- **Your task**: Return every line of the data that contains the string "weight".

[Extracted information]

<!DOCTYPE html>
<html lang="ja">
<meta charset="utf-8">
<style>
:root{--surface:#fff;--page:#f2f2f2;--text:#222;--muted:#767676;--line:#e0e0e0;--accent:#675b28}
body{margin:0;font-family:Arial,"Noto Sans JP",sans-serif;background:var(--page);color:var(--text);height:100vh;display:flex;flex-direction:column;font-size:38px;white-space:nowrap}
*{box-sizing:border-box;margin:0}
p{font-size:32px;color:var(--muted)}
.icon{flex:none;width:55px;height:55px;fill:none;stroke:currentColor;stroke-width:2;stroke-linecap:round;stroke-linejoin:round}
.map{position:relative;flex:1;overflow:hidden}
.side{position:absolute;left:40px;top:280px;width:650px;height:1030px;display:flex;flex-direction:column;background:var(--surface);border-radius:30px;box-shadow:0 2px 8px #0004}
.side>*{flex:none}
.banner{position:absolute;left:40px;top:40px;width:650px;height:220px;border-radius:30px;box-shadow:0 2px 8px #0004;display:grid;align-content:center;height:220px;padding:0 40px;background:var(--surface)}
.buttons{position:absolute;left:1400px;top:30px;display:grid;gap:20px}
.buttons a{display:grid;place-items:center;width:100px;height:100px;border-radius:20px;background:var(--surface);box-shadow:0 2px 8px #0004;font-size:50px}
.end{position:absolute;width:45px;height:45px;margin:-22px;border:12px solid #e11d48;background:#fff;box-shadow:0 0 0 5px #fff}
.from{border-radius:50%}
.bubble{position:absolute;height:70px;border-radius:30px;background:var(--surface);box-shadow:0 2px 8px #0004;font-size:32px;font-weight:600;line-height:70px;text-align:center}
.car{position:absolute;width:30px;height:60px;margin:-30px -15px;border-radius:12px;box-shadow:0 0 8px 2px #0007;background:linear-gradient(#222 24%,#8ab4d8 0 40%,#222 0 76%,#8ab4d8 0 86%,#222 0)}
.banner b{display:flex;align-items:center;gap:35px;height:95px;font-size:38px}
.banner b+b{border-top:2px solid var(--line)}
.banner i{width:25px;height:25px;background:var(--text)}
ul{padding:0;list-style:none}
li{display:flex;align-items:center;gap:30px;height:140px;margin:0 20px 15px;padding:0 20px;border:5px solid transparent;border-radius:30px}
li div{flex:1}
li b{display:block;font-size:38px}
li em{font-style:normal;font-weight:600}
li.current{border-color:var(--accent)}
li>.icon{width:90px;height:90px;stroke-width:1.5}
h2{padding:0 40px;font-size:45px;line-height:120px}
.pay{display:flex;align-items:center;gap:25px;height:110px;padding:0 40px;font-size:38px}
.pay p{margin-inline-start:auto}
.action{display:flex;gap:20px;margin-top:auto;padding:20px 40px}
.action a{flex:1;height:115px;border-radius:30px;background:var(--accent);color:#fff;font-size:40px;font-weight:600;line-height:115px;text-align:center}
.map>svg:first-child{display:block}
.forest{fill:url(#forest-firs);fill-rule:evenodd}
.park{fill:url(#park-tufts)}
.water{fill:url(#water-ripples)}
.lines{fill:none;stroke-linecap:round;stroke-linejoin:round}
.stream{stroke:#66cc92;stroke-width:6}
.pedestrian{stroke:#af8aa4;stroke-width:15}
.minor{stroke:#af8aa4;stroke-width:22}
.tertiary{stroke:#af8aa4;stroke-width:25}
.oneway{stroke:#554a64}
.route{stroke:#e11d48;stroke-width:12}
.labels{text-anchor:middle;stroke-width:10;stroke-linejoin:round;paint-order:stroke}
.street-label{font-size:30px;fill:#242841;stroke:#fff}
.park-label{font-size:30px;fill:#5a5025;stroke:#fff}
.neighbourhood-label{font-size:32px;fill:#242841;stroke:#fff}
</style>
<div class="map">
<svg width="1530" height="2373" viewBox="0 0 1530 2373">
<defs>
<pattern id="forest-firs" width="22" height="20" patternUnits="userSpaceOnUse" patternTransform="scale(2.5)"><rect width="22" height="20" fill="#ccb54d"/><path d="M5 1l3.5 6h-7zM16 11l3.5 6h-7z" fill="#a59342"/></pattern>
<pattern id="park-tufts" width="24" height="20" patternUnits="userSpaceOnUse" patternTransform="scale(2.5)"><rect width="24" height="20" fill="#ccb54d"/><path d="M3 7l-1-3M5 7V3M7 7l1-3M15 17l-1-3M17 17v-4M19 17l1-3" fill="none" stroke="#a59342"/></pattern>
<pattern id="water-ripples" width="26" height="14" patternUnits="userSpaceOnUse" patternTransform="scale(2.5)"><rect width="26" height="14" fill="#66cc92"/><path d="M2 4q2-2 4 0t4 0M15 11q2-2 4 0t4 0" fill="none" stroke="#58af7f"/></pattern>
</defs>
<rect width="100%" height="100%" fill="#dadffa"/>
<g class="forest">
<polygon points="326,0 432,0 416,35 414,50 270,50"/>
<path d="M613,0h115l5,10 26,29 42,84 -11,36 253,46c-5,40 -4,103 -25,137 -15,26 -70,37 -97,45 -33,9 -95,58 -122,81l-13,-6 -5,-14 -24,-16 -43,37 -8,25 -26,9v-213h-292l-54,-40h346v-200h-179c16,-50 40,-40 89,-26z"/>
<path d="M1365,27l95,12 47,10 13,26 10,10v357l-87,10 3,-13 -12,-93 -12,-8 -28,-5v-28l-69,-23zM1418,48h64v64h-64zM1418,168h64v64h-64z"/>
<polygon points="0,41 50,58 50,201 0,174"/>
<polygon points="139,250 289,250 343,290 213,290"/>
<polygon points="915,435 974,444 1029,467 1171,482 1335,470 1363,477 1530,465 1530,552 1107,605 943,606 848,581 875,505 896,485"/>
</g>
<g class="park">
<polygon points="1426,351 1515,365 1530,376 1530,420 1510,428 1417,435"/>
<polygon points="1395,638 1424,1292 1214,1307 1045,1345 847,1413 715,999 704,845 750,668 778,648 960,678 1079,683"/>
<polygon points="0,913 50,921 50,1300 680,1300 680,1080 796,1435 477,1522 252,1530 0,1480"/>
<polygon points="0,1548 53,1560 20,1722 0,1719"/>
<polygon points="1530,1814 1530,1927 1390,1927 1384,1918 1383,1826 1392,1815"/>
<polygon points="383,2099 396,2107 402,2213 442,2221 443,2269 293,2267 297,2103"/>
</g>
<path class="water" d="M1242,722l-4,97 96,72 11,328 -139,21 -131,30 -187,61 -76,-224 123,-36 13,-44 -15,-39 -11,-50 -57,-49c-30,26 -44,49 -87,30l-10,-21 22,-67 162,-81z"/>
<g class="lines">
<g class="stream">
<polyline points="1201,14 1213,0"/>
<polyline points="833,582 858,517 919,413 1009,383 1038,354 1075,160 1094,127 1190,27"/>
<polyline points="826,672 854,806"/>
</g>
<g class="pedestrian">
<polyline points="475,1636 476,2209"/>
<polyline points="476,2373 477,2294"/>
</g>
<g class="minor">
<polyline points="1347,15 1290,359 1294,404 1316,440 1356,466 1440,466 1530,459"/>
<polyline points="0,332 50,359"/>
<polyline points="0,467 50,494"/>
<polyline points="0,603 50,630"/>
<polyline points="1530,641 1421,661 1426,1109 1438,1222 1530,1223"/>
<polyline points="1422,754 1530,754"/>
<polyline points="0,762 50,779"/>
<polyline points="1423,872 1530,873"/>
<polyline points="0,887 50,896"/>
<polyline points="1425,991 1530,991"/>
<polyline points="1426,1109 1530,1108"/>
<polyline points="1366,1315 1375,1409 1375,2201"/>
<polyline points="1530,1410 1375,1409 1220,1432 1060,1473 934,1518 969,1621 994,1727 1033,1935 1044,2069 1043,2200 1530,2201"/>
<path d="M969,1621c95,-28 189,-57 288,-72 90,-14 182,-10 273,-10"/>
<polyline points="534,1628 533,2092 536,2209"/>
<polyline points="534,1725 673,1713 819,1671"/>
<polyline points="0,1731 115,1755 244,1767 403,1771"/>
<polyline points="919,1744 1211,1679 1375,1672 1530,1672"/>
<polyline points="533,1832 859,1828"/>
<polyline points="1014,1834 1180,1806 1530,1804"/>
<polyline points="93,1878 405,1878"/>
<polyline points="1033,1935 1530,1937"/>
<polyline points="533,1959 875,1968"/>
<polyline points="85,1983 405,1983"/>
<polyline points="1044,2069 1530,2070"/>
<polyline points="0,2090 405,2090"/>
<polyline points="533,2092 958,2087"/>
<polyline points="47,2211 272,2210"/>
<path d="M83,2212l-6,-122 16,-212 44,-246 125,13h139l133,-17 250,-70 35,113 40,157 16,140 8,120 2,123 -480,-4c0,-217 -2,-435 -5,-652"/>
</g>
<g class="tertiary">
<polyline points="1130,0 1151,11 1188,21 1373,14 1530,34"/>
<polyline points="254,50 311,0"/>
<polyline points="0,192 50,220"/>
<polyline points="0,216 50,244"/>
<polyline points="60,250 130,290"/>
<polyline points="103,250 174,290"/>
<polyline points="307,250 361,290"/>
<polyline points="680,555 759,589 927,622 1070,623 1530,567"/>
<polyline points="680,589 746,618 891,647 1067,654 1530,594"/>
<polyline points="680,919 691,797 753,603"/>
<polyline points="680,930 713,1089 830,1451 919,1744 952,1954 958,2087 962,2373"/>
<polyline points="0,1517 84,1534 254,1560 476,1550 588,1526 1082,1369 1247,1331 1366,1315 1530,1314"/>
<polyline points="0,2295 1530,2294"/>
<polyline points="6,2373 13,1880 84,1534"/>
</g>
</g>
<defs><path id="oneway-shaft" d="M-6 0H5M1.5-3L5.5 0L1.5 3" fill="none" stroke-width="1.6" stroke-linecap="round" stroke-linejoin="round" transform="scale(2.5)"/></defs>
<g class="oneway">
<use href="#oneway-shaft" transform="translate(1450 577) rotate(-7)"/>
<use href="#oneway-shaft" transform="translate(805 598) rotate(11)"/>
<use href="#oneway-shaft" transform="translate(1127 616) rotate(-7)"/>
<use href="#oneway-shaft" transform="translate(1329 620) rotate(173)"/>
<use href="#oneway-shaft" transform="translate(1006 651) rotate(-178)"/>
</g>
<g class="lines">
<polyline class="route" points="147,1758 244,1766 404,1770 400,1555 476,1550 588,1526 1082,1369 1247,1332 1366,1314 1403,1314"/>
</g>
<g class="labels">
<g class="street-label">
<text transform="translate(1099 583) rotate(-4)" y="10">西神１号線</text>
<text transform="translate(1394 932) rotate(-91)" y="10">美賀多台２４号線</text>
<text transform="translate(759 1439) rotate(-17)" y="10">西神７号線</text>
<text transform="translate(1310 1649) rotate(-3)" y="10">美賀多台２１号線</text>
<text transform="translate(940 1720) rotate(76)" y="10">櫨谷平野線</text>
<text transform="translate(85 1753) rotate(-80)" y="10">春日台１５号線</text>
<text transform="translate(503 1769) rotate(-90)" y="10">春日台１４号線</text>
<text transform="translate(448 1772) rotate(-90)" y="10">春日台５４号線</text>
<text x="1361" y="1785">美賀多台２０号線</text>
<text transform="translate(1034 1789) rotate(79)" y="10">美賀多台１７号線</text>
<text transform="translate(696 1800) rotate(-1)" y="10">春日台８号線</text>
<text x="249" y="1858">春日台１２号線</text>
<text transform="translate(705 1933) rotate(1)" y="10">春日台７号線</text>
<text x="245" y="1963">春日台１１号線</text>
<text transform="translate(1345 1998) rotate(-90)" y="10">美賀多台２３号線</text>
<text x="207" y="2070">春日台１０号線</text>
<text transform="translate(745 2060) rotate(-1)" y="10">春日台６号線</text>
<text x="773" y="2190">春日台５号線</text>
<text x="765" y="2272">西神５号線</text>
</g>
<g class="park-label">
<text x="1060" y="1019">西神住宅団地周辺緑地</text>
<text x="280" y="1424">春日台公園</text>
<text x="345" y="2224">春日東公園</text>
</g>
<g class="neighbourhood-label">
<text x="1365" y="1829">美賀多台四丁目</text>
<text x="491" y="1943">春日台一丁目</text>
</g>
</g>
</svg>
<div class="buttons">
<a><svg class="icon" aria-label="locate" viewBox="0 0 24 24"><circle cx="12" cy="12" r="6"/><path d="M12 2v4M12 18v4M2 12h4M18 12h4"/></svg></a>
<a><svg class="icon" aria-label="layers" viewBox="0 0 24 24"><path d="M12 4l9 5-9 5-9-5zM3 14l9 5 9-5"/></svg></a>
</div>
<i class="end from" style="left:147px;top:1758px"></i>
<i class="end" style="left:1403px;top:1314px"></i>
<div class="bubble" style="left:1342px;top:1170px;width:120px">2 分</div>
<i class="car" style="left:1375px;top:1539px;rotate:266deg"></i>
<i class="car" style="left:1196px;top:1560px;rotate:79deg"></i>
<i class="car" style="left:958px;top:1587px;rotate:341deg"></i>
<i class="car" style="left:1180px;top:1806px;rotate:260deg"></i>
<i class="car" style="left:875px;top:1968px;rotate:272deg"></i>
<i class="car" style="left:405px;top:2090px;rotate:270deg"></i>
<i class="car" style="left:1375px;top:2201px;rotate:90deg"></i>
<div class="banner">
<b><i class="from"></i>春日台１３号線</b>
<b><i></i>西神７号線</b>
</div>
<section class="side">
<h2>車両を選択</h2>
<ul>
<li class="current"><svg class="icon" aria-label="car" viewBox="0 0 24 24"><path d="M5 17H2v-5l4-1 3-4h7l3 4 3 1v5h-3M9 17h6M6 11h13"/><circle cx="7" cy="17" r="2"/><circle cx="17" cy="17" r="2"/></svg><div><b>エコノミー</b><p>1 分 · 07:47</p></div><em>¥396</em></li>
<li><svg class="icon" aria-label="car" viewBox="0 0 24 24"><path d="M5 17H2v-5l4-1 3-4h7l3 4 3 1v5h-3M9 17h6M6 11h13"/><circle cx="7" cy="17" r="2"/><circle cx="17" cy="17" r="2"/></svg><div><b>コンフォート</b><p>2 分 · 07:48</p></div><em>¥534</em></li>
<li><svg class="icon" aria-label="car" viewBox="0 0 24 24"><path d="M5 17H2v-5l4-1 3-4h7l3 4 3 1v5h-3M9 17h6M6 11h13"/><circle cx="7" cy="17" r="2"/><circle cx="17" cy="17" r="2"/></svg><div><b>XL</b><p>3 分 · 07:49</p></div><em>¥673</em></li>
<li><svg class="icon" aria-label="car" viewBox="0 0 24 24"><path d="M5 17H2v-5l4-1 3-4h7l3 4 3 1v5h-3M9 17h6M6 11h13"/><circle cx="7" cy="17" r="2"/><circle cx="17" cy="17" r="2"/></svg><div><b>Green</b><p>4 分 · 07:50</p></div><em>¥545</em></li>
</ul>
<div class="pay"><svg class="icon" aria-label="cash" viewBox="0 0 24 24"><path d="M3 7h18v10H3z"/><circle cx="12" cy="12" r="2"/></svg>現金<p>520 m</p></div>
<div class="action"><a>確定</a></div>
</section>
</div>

[/Extracted information]

- **Answer box**:
.bubble{position:absolute;height:70px;border-radius:30px;background:var(--surface);box-shadow:0 2px 8px #0004;font-size:32px;font-weight:600;line-height:70px;text-align:center}
li em{font-style:normal;font-weight:600}
.action a{flex:1;height:115px;border-radius:30px;background:var(--accent);color:#fff;font-size:40px;font-weight:600;line-height:115px;text-align:center}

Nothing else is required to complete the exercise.